Opening a restaurant entails a lot of behind-the-scenes work — or, at least it used to. In the last month or so, the chefs behind Wes Burger, Del Popolo, and Junju all announced they are taking their popular pop-ups permanent. It's a trend Bay Area diners are seeing more and more of these days, especially as other pop-ups-turned-permanent — like Lazy Bear and Wise Sons, both of which got their start this way — have been able to find such success with the scrappy, but sensible, model. Instead of privately throwing invite-only investor dinner parties and testing recipes behind closed doors, chefs are opening up their kitchens to the public with the hopes of honing the concept and food, building a fan base and finding potential investors. And it's working.

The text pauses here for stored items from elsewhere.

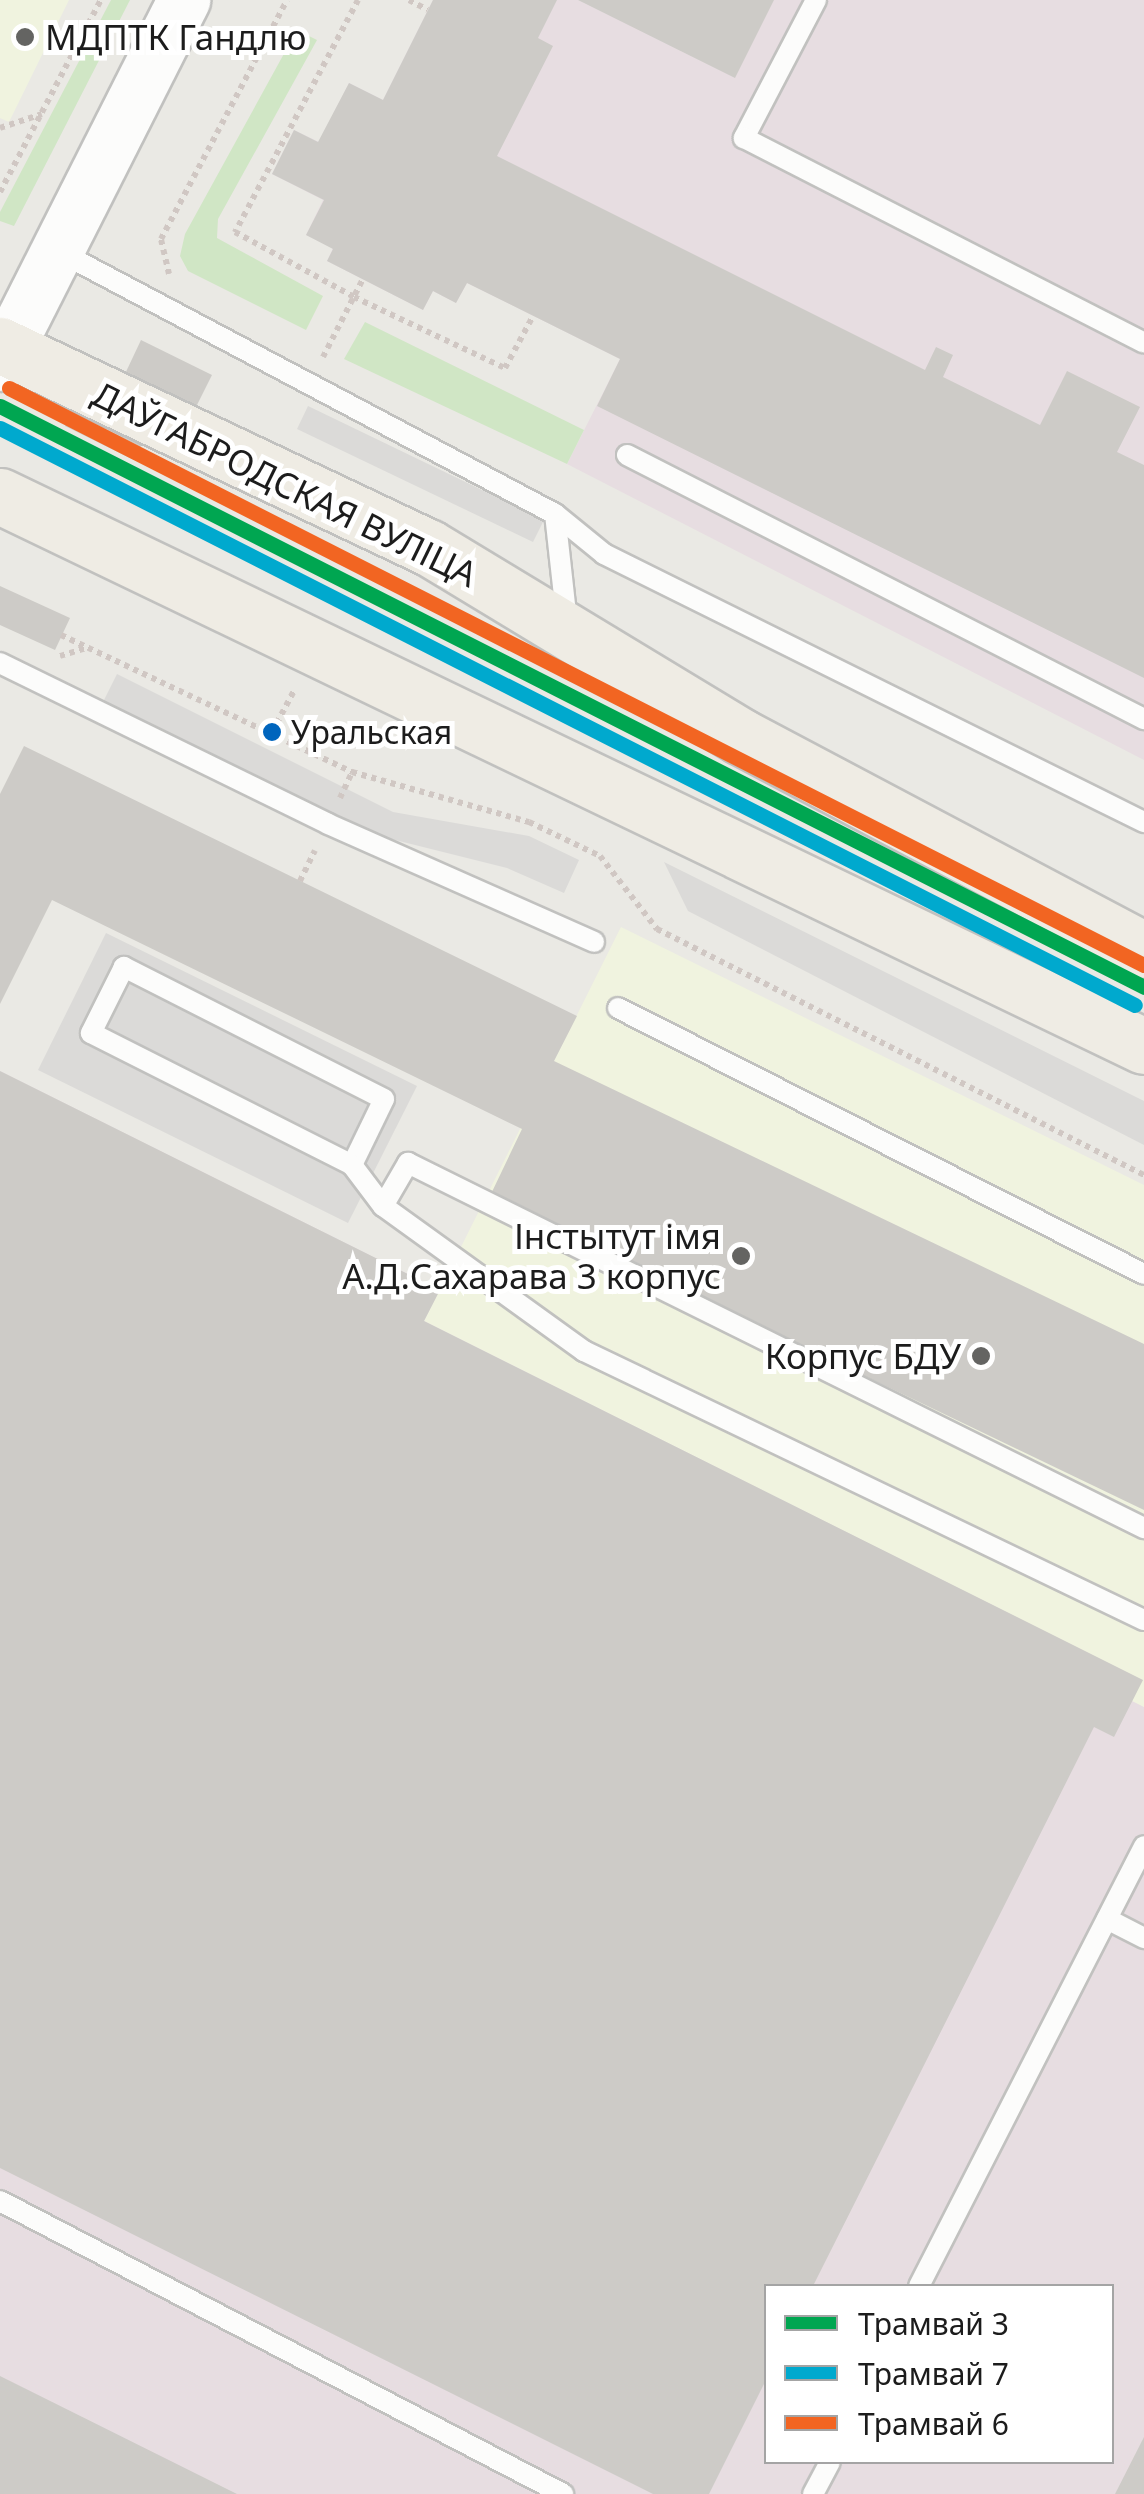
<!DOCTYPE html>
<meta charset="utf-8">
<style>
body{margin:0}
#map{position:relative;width:1144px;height:2494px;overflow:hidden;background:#eae9e4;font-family:"Noto Sans",sans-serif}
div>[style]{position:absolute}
.industrial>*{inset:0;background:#e7dde1}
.education>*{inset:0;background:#f0f3df}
.grass>*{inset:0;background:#d0e6c5}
.parking>*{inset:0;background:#dbdad8}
.building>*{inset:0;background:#cdcbc7}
.path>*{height:6px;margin-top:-3px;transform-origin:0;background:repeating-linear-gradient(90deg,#d0c7c3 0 5px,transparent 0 10px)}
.roads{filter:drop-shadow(2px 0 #c1c1bf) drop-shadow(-2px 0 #c1c1bf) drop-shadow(0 2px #c1c1bf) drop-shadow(0 -2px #c1c1bf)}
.service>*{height:20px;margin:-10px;padding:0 10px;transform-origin:10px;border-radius:10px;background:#fcfcfb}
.tertiary>*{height:52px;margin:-26px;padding:0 26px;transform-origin:26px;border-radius:26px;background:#fcfcfb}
.primary>*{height:55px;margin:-27.5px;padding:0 27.5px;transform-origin:27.5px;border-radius:27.5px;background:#efece4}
.tram-1>*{height:15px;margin:-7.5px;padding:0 7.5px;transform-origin:7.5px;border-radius:7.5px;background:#00a651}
.tram-2>*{height:15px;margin:-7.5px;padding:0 7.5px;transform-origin:7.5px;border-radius:7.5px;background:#00a9ce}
.tram-3>*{height:15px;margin:-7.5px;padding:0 7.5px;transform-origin:7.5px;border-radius:7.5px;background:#f26522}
.dots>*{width:28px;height:28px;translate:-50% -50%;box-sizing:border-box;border:5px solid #fff;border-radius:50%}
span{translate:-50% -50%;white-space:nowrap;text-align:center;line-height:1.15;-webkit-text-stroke:10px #fff;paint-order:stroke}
.bus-label{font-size:32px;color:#1c1c1c}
.left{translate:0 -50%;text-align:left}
.poi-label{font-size:35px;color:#1c1c1c}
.right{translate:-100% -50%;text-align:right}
.street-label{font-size:35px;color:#1c1c1c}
.legend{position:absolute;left:764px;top:2284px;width:350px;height:180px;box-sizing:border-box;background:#fff;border:2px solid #a4a4a4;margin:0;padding:12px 18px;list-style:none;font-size:30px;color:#1c1c1c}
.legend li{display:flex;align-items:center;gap:20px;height:50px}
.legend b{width:50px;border:2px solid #a4a4a4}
</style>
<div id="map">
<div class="industrial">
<i style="clip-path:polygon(433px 0,1144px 0,1144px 760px,567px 464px,620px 359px,467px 283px,456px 303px,433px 291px,423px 310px,327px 261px,333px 248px,306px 235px,323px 200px,272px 174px,294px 130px,319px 142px,349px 83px,383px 100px)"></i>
<i style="clip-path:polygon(evenodd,0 1071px,440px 1290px,425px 1321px,1143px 1680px,1133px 1700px,1144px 1707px,1144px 2494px,0 2494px,0 1071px,766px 2286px,1112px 2286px,1112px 2462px,766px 2462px,766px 2286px)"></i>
</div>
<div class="education">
<i style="clip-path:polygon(0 0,69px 0,9px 122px,0 118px)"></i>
<i style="clip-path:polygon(621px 927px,1144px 1185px,1144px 1707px,1132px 1701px,1142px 1680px,424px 1321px)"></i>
</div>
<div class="grass">
<i style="clip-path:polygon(111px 0,130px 0,14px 226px,0 221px,0 212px)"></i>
<i style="clip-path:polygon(297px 30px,317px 40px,218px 219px,217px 238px,323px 296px,306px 330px,188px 271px,180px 256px,185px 234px)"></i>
<i style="clip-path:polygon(365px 322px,584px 430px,567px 464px,344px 359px)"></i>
</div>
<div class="parking">
<i style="clip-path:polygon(308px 406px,544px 520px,533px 542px,297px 429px)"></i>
<i style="clip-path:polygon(117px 674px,393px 812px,529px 836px,579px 860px,564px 893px,507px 868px,383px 837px,103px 702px)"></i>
<i style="clip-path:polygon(664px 862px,1144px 1101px,1144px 1145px,688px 911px)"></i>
<i style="clip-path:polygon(106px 933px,417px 1086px,348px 1223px,38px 1070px)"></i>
</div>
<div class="building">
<i style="clip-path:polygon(433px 0,557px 0,538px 38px,553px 46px,497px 156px,925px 370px,936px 347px,953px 355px,943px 377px,1040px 425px,1067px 371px,1140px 407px,1117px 452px,1144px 465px,1144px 678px,597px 406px,620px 359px,467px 283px,456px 303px,433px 291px,423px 310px,327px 261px,333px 249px,306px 235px,324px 200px,272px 174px,294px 130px,318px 142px,349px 83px,383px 100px)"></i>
<i style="clip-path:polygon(578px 0,774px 0,735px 78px)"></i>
<i style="clip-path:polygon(141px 340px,212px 375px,194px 411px,124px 376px)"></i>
<i style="clip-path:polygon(74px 407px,143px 442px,134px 460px,65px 426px)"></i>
<i style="clip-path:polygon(0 586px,70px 618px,55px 650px,0 625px)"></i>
<i style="clip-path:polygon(24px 746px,577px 1016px,554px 1061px,1144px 1344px,1144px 1510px,490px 1196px,522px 1129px,52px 900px,0 1004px,0 794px)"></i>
<i style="clip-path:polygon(0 1071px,440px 1290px,424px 1321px,1143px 1680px,1114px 1737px,1094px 1727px,813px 2286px,766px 2286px,766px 2380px,709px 2494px,653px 2494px,0 2168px)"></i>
<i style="clip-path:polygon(0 2376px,237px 2494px,0 2494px)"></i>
<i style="clip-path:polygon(1144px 2437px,1144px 2494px,1115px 2494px)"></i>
</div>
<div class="path">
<i style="left:358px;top:0;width:263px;rotate:117.9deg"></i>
<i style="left:235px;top:232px;width:136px;rotate:28.6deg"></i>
<i style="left:354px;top:297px;width:167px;rotate:25.2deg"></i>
<i style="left:505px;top:368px;width:59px;rotate:-61.7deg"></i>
<i style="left:409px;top:0;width:21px;rotate:28deg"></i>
<i style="left:0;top:128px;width:44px;rotate:-18.4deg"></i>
<i style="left:0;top:192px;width:217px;rotate:-62.3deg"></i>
<i style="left:169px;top:274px;width:36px;rotate:-103deg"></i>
<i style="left:161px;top:239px;width:270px;rotate:-62.2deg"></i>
<i style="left:323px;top:357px;width:88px;rotate:-62.9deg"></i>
<i style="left:61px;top:635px;width:322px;rotate:25.2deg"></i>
<i style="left:352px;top:772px;width:184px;rotate:15.8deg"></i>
<i style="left:529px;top:822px;width:79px;rotate:25.6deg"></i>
<i style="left:600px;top:856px;width:93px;rotate:52deg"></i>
<i style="left:657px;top:929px;width:546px;rotate:26.8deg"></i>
<i style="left:60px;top:656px;width:27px;rotate:-17deg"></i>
<i style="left:272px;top:732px;width:49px;rotate:-61.9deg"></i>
<i style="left:340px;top:798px;width:29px;rotate:-65deg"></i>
<i style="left:300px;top:881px;width:34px;rotate:-64deg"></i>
</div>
<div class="roads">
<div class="service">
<i style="left:816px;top:0;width:156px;rotate:117.6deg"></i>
<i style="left:744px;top:138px;width:449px;rotate:27.1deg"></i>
<i style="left:60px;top:252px;width:560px;rotate:27.89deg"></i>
<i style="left:555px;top:514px;width:63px;rotate:39.2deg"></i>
<i style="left:604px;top:554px;width:603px;rotate:26.4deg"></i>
<i style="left:627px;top:455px;width:581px;rotate:27.05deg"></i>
<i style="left:555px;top:514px;width:109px;rotate:83.7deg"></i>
<i style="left:0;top:663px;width:365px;rotate:26.1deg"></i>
<i style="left:328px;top:824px;width:291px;rotate:23.9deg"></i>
<i style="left:618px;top:1008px;width:589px;rotate:26.83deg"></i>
<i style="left:352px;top:1165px;width:73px;rotate:-64.1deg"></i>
<i style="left:384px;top:1099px;width:292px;rotate:-153.1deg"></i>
<i style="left:124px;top:967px;width:74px;rotate:116.6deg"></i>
<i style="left:91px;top:1033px;width:292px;rotate:26.8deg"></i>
<i style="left:352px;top:1165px;width:51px;rotate:52.9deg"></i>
<i style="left:383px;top:1206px;width:248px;rotate:35.8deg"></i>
<i style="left:584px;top:1351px;width:621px;rotate:25.66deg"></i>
<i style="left:383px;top:1206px;width:50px;rotate:-59.8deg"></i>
<i style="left:408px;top:1163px;width:822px;rotate:26.38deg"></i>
<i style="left:1107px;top:1919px;width:42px;rotate:27.2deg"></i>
<i style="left:0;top:2201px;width:635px;rotate:27.49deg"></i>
<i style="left:919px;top:2286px;width:494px;rotate:-62.9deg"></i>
<i style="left:813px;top:2494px;width:36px;rotate:-62deg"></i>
</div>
<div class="tertiary">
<i style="left:0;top:365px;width:409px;rotate:-63.2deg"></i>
</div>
<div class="primary">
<i style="left:0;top:345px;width:473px;rotate:25.3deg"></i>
<i style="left:428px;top:547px;width:365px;rotate:31.2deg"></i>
<i style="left:740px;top:736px;width:457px;rotate:27.9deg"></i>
<i style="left:0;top:496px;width:1269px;rotate:25.68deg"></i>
</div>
</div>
<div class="tram-1">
<i style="left:0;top:406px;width:1283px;rotate:26.92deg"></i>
</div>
<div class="tram-2">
<i style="left:0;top:428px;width:1273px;rotate:26.95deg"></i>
</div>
<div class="tram-3">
<i style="left:9px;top:388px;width:1273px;rotate:26.95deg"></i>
</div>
<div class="dots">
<i style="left:25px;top:37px;background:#646462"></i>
<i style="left:272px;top:732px;background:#0065bd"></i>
<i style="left:741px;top:1256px;background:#646462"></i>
<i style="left:981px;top:1356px;background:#646462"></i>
</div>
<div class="bus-label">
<span class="left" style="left:291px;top:732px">Уральская</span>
</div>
<div class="poi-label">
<span class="left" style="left:45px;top:37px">МДПТК Гандлю</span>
<span class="right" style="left:721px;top:1256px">Інстытут імя<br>А.Д.Сахарава 3 корпус</span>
<span class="right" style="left:961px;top:1356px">Корпус БДУ</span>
</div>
<div class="street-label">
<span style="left:285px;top:484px;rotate:26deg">ДАЎГАБРОДСКАЯ ВУЛІЦА</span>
</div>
<ul class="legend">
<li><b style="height:12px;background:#00a651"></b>Трамвай 3</li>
<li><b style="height:12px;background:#00a9ce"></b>Трамвай 7</li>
<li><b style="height:12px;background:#f26522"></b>Трамвай 6</li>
</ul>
</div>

In many cases, the chefs who start pop-ups don't have a brick-and-mortar restaurant as an end goal. That was definitely the case with Wes Rowe who's been satisfying burger lovers since July 2013 with his weekly WesBurger pop-up at Mojo Bicycle Café. Becoming a full-time chef wasn't something Rowe even knew he wanted to do when he moved here from Texas in 2000 (he's a photographer by trade), but the people clamoring for his food made him realize he had something special. It's because of the organic customer base that Rowe's managed to grow (and the help of business partner Chris Hastings of the Castro's Lookout), that when Wes Burger n' More opens in the Mission at the beginning of 2016, Rowe will already be many, many steps ahead of most first-time restaurateurs. "We're not just starting a restaurant no one's ever heard of," Rowe says. "Instead, it's like ‘Finally! There's a restaurant.'"
Other chefs are able to use pop-ups as a chance to really work on their food and hone their concept, something Robin Song who is opening Junju in 2016 started doing at Hog & Rocks with the late night pop-up when he was the chef and will continue to do starting this Friday at Feastly's location in the Dogpatch. Song already knows people love his food, but by not taking a break while he gets the restaurant ready, he has the opportunity to keep the buzz alive, all while giving investors a chance to try his dishes and see what everyone's raving about.
I thought it might make us seem amateurish.
That's similar to what Evan Bloom and Leo Beckerman experienced when they first opened their Wise Sons pop-up, even though their pop-up was totally unplanned and Bloom admits that, at the time, he thought it might be a bad idea. "I thought it might make us seem amateurish," he says, since pop-ups weren't all the rage in 2011, like they are now. Beckerman pushed for it, however, and Bloom now admits, "It was the best thing we could have done." He says the pop-up allowed the team to work on their food, come up with a better business plan, meet people who were willing to chip in (like the lawyer who helped them get a beer and wine license), and mostly, to build a loyal following. "There was a couple in their late 80s that followed us to each of the locations," Bloom says. "They'd go to the location before, ask where we went, and then find us at the next spot." Ultimately, the couple found Wise Sons' permanent home on 24th Street and continue to dine there today.
And while most pop-up chefs are just excited at the thought of having a full kitchen, their own permanent space, and living a dream they maybe didn't even realize they had, if all goes well, it can be so much more. Chef David Barzelay of Lazy Bear reflects that when he started his pop-up, in no way was it about trying to build a brick-and-mortar. "It was just a fun thing to do," he says. Still, as he started cooking for more and more people, he built a following. That following led to a group of just over 40 small investors. Which led to a permanent location. Which, as of last week, led to a Michelin star. Talk about a pop-up pipe dream.